Directions for this task: Among the lines of data below, reproduce only those from the one with "M1586,0H1606L1608,10L1571,19L1567,4Z" through the one with "M1430,50L1434,65L1417,69L1413,54Z", exactly as they stand, both ends included.

Material for the task:
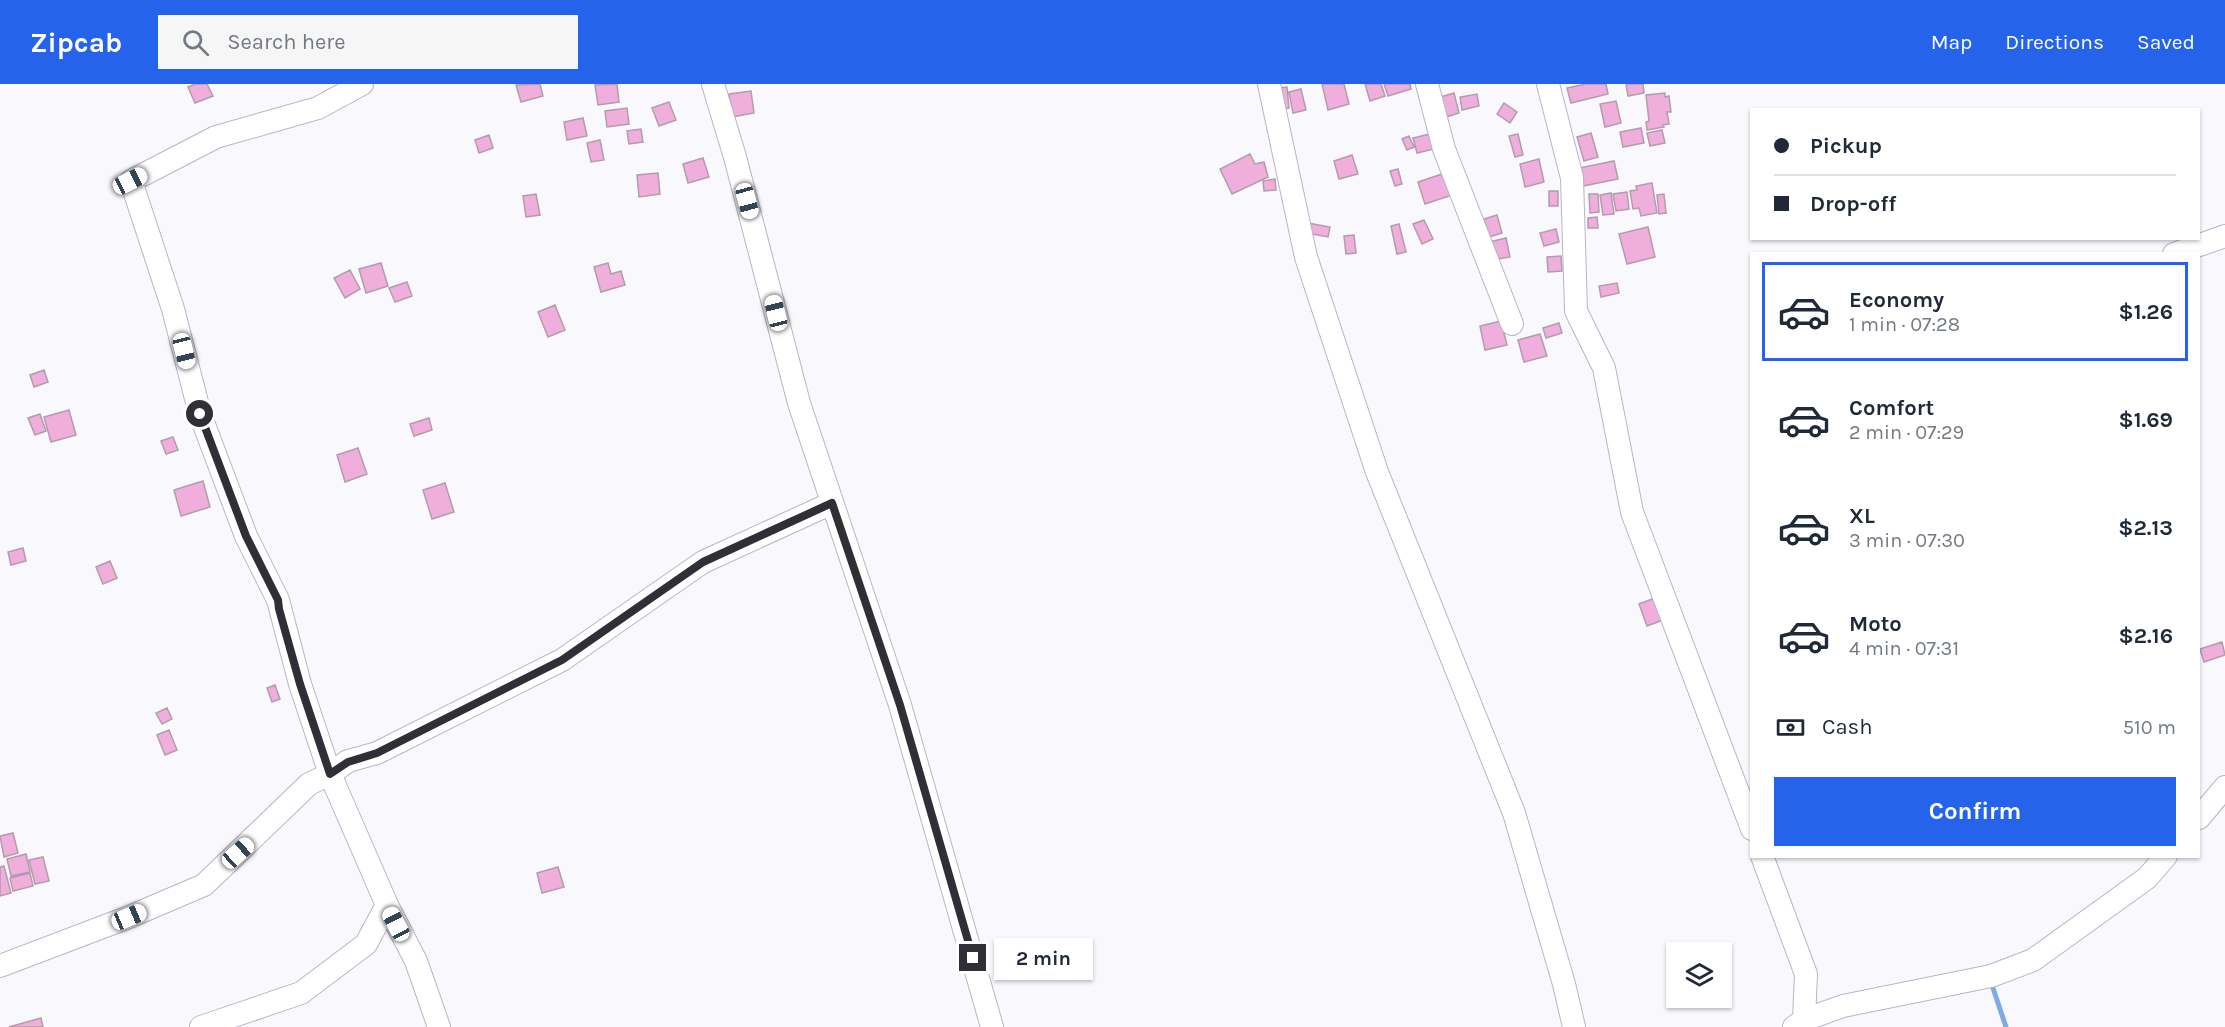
<!DOCTYPE html>
<meta charset="utf-8">
<style>
:root{--surface:#fff;--page:#f6f6f7;--text:#1f2937;--muted:#747a83;--line:#e0e1e3;--accent:#2563eb}
body{margin:0;font-family:Karla,sans-serif;background:var(--page);color:var(--text);height:100vh;display:flex;flex-direction:column;font-size:22px;white-space:nowrap}
*{box-sizing:border-box;margin:0}
p{font-size:20px;color:var(--muted)}
.icon{flex:none;width:33px;height:33px;fill:none;stroke:currentColor;stroke-width:2;stroke-linecap:round;stroke-linejoin:round}
.map{position:relative;flex:1;overflow:hidden}
.sheet{position:absolute;left:1750px;top:168px;width:450px;height:606px;display:flex;flex-direction:column;background:var(--surface);border-radius:0px;box-shadow:0 2px 4px #0004}
.sheet>*{flex:none}
.top-card{position:absolute;left:1750px;top:24px;width:450px;height:132px;border-radius:0px;box-shadow:0 2px 4px #0004;display:grid;align-content:center;height:132px;padding:0 24px;background:var(--surface)}
.buttons{position:absolute;left:1666px;top:858px;display:grid;gap:12px}
.buttons a{display:grid;place-items:center;width:66px;height:66px;border-radius:0px;background:var(--surface);box-shadow:0 2px 4px #0004;font-size:30px}
.end{position:absolute;width:27px;height:27px;margin:-14px;border:8px solid #312e37;background:#fff;box-shadow:0 0 0 3px #fff}
.from{border-radius:50%}
.bubble{position:absolute;height:42px;border-radius:0px;background:var(--surface);box-shadow:0 2px 4px #0004;font-size:20px;font-weight:700;line-height:42px;text-align:center}
.car{position:absolute;width:18px;height:36px;margin:-18px -9px;border-radius:8px;box-shadow:0 0 4px 2px #0007;background:linear-gradient(#fff 24%,#345 0 40%,#fff 0 76%,#345 0 86%,#fff 0)}
.top-card b{display:flex;align-items:center;gap:21px;height:57px;font-size:22px}
.top-card b+b{border-top:2px solid var(--line)}
.top-card i{width:15px;height:15px;background:var(--text)}
ul{padding:10px 0 0;list-style:none}
li{display:flex;align-items:center;gap:18px;height:99px;margin:0 12px 9px;padding:0 12px;border:3px solid transparent;border-radius:0px}
li div{flex:1}
li b{display:block;font-size:22px}
li em{font-style:normal;font-weight:700}
li.current{border-color:var(--accent)}
li>.icon{width:54px;height:54px;stroke-width:1.5}
.pay{display:flex;align-items:center;gap:15px;height:66px;padding:0 24px;font-size:22px}
.pay p{margin-inline-start:auto}
.button{display:flex;gap:12px;margin-top:auto;padding:12px 24px}
.button a{flex:1;height:69px;border-radius:0px;background:var(--accent);color:#fff;font-size:24px;font-weight:700;line-height:69px;text-align:center}
header{display:flex;align-items:center;gap:36px;box-sizing:border-box;height:84px;padding:0 30px;background:var(--accent);color:#fff}
header strong{font-size:28px}
nav{display:flex;gap:33px;margin-inline-start:auto;font-size:21px}
.search{width:420px;height:54px;background:var(--page);display:flex;align-items:center;gap:15px;box-sizing:border-box;padding:0 21px;border-radius:0px;color:var(--muted);font-size:22px}
.map>svg:first-child{display:block}
.lines{fill:none;stroke-linecap:round;stroke-linejoin:round}
.stream{stroke:#80aae2;stroke-width:5}
.building{fill:#efaedb;stroke:#b39cab;stroke-width:1.5}
.minor-casing{stroke:#bab3ca;stroke-width:24}
.minor{stroke:#fff;stroke-width:22}
.route{stroke:#312e37;stroke-width:8}
</style>
<header>
<strong>Zipcab</strong>
<div class="search"><svg class="icon" aria-label="search" viewBox="0 0 24 24"><circle cx="10" cy="10" r="6"/><path d="M15 15l6 6"/></svg>Search here</div>
<nav><a>Map</a><a>Directions</a><a>Saved</a></nav>
</header>
<div class="map">
<svg width="2225" height="943" viewBox="0 0 2225 943">
<rect width="100%" height="100%" fill="#f9f8fd"/>
<g class="lines">
<path class="stream" d="M1992,901L2006,943"/>
</g>
<path class="building" d="M195,0H207L213,12L195,19L188,3Z
M540,0L543,12L521,18L516,1Z
M617,0L619,18L598,21L595,1Z
M1322,0H1344L1349,20L1328,26Z
M1365,0H1381L1385,12L1370,17Z
M1384,0H1410L1411,5L1388,12Z
M1586,0H1606L1608,10L1571,19L1567,4Z
M1626,0H1643L1644,9L1628,12Z
M1287,3L1289,24L1280,26L1278,4Z
M1301,5L1306,26L1293,29L1289,8Z
M751,7L754,29L732,33L729,10Z
M1454,9L1459,29L1443,34L1437,14Z
M1665,9V13L1669,12L1671,28H1667L1669,40L1663,41L1664,43L1647,46L1646,38L1649,37L1646,11Z
M1477,10L1479,22L1462,26L1460,13Z
M1616,17L1621,39L1605,43L1600,20Z
M669,18L676,36L659,42L652,24Z
M1504,19L1517,28L1510,39L1497,30Z
M627,24L629,40L607,43L605,27Z
M583,34L587,52L567,56L564,38Z
M1641,44L1644,59L1623,63L1620,48Z
M641,45L643,58L629,60L627,47Z
M1662,46L1665,59L1650,62L1647,49Z
M1591,49L1598,73L1584,77L1577,53Z
M1430,50L1434,65L1417,69L1413,54Z
M1518,50L1523,71L1515,73L1509,52Z
M489,51L493,64L479,69L475,56Z
M1409,52L1414,63L1407,66L1402,55Z
M600,56L604,76L591,78L587,59Z
M1250,70L1255,80L1264,78L1268,93L1232,110L1220,85Z
M1352,71L1358,90L1339,95L1334,77Z
M703,74L709,93L688,99L683,80Z
M1539,75L1544,98L1525,103L1520,80Z
M1614,77L1618,95L1583,102L1579,84Z
M1398,85L1402,100L1395,102L1390,87Z
M658,89L660,110L639,113L637,91Z
M1445,89L1452,111L1425,120L1418,98Z
M1275,95L1276,106L1264,107L1263,97Z
M1652,99L1657,129L1641,132L1639,124L1633,125L1630,107L1637,106L1636,102Z
M1549,107H1558V122H1549Z
M1627,108L1629,125L1616,127L1613,110Z
M1611,109L1614,130L1603,131L1600,111Z
M536,110L540,131L526,133L523,112Z
M1589,110H1598L1599,128L1590,129Z
M1664,110L1666,129L1659,130L1657,111Z
M1497,131L1502,149L1489,153L1484,135Z
M1597,133L1598,144H1588V134Z
M1424,136L1433,155L1422,160L1413,140Z
M1308,139L1330,143L1328,153L1306,149Z
M1399,140L1406,168L1397,170L1391,142Z
M1648,143L1655,173L1627,180L1619,150Z
M1556,145L1559,158L1544,162L1540,149Z
M1354,151L1356,169L1346,170L1344,152Z
M1506,154L1510,173L1493,176L1489,158Z
M1561,172L1562,187L1548,188L1547,173Z
M381,179L388,202L366,209L359,185Z
M608,179L611,190L621,187L625,201L601,208L594,183Z
M350,186L360,205L345,214L334,194Z
M407,198L412,212L395,218L389,204Z
M1617,199L1619,209L1601,213L1599,202Z
M555,221L565,246L548,253L538,228Z
M1501,237L1507,261L1485,266L1480,242Z
M1559,239L1562,249L1546,254L1543,244Z
M1540,250L1547,272L1524,278L1518,256Z
M44,286L48,298L34,303L30,291Z
M69,326L76,351L51,358L44,333Z
M40,330L46,347L35,351L28,334Z
M429,334L432,346L414,352L410,340Z
M173,353L178,366L166,370L161,357Z
M358,364L367,390L345,398L337,371Z
M203,397L210,423L181,432L174,406Z
M445,399L454,428L432,435L423,406Z
M23,464L26,477L11,481L8,468Z
M110,477L117,494L103,500L96,483Z
M1655,514L1663,536L1647,542L1639,520Z
M2222,558L2225,571L2204,578L2200,565Z
M275,601L280,615L272,618L267,604Z
M167,624L172,635L162,640L156,629Z
M169,646L177,666L165,671L157,651Z
M13,749L18,769L4,773L0,752Z
M26,770L30,788L11,792L7,775Z
M43,773L49,797L35,800L29,776Z
M4,782L11,809L0,812V783Z
M558,783L564,803L542,809L537,789Z
M30,789L33,802L13,807L10,794Z
M41,934L43,943H9Z"/>
<g class="lines">
<g class="minor-casing">
<path id="minor" d="M713,0L735,73L799,319L900,621L992,943
M1269,0L1306,173L1377,388L1514,729L1564,900L1574,943
M1427,0L1444,65L1512,240
M1548,0L1572,94L1576,227L1604,284L1632,428L1752,745
M2174,170L2225,152
M2199,734L2225,703
M1762,772L1806,890L1804,936
M387,821L416,877L439,943
M0,882L129,833L204,801L309,700L330,690L300,600L278,516L246,452L200,330L173,225L131,97L216,53L318,24L362,0
M201,943L301,909L366,860L387,821L330,690L348,677L377,669L562,576L703,478L832,419
M1794,943L1804,936L1843,922L1991,892L2033,876L2147,794L2166,772"/>
</g>
<use href="#minor" class="minor"/>
</g>
<g class="lines">
<path class="route" d="M200,330L246,452L278,516L279,525L300,600L330,690L348,678L377,669L562,576L703,478L832,419L900,621L973,874"/>
</g>
</svg>
<div class="buttons">
<a><svg class="icon" aria-label="layers" viewBox="0 0 24 24"><path d="M12 4l9 5-9 5-9-5zM3 14l9 5 9-5"/></svg></a>
</div>
<i class="end from" style="left:200px;top:330px"></i>
<i class="end" style="left:973px;top:874px"></i>
<div class="bubble" style="left:994px;top:854px;width:99px">2 min</div>
<i class="car" style="left:130px;top:97px;rotate:63deg"></i>
<i class="car" style="left:747px;top:117px;rotate:165deg"></i>
<i class="car" style="left:776px;top:229px;rotate:346deg"></i>
<i class="car" style="left:184px;top:267px;rotate:166deg"></i>
<i class="car" style="left:238px;top:769px;rotate:48deg"></i>
<i class="car" style="left:129px;top:833px;rotate:67deg"></i>
<i class="car" style="left:396px;top:840px;rotate:332deg"></i>
<div class="top-card">
<b><i class="from"></i>Pickup</b>
<b><i></i>Drop-off</b>
</div>
<section class="sheet">
<ul>
<li class="current"><svg class="icon" aria-label="car" viewBox="0 0 24 24"><path d="M5 17H2v-5l4-1 3-4h7l3 4 3 1v5h-3M9 17h6M6 11h13"/><circle cx="7" cy="17" r="2"/><circle cx="17" cy="17" r="2"/></svg><div><b>Economy</b><p>1 min · 07:28</p></div><em>$1.26</em></li>
<li><svg class="icon" aria-label="car" viewBox="0 0 24 24"><path d="M5 17H2v-5l4-1 3-4h7l3 4 3 1v5h-3M9 17h6M6 11h13"/><circle cx="7" cy="17" r="2"/><circle cx="17" cy="17" r="2"/></svg><div><b>Comfort</b><p>2 min · 07:29</p></div><em>$1.69</em></li>
<li><svg class="icon" aria-label="car" viewBox="0 0 24 24"><path d="M5 17H2v-5l4-1 3-4h7l3 4 3 1v5h-3M9 17h6M6 11h13"/><circle cx="7" cy="17" r="2"/><circle cx="17" cy="17" r="2"/></svg><div><b>XL</b><p>3 min · 07:30</p></div><em>$2.13</em></li>
<li><svg class="icon" aria-label="car" viewBox="0 0 24 24"><path d="M5 17H2v-5l4-1 3-4h7l3 4 3 1v5h-3M9 17h6M6 11h13"/><circle cx="7" cy="17" r="2"/><circle cx="17" cy="17" r="2"/></svg><div><b>Moto</b><p>4 min · 07:31</p></div><em>$2.16</em></li>
</ul>
<div class="pay"><svg class="icon" aria-label="cash" viewBox="0 0 24 24"><path d="M3 7h18v10H3z"/><circle cx="12" cy="12" r="2"/></svg>Cash<p>510 m</p></div>
<div class="button"><a>Confirm</a></div>
</section>
</div>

Response to this task:
M1586,0H1606L1608,10L1571,19L1567,4Z
M1626,0H1643L1644,9L1628,12Z
M1287,3L1289,24L1280,26L1278,4Z
M1301,5L1306,26L1293,29L1289,8Z
M751,7L754,29L732,33L729,10Z
M1454,9L1459,29L1443,34L1437,14Z
M1665,9V13L1669,12L1671,28H1667L1669,40L1663,41L1664,43L1647,46L1646,38L1649,37L1646,11Z
M1477,10L1479,22L1462,26L1460,13Z
M1616,17L1621,39L1605,43L1600,20Z
M669,18L676,36L659,42L652,24Z
M1504,19L1517,28L1510,39L1497,30Z
M627,24L629,40L607,43L605,27Z
M583,34L587,52L567,56L564,38Z
M1641,44L1644,59L1623,63L1620,48Z
M641,45L643,58L629,60L627,47Z
M1662,46L1665,59L1650,62L1647,49Z
M1591,49L1598,73L1584,77L1577,53Z
M1430,50L1434,65L1417,69L1413,54Z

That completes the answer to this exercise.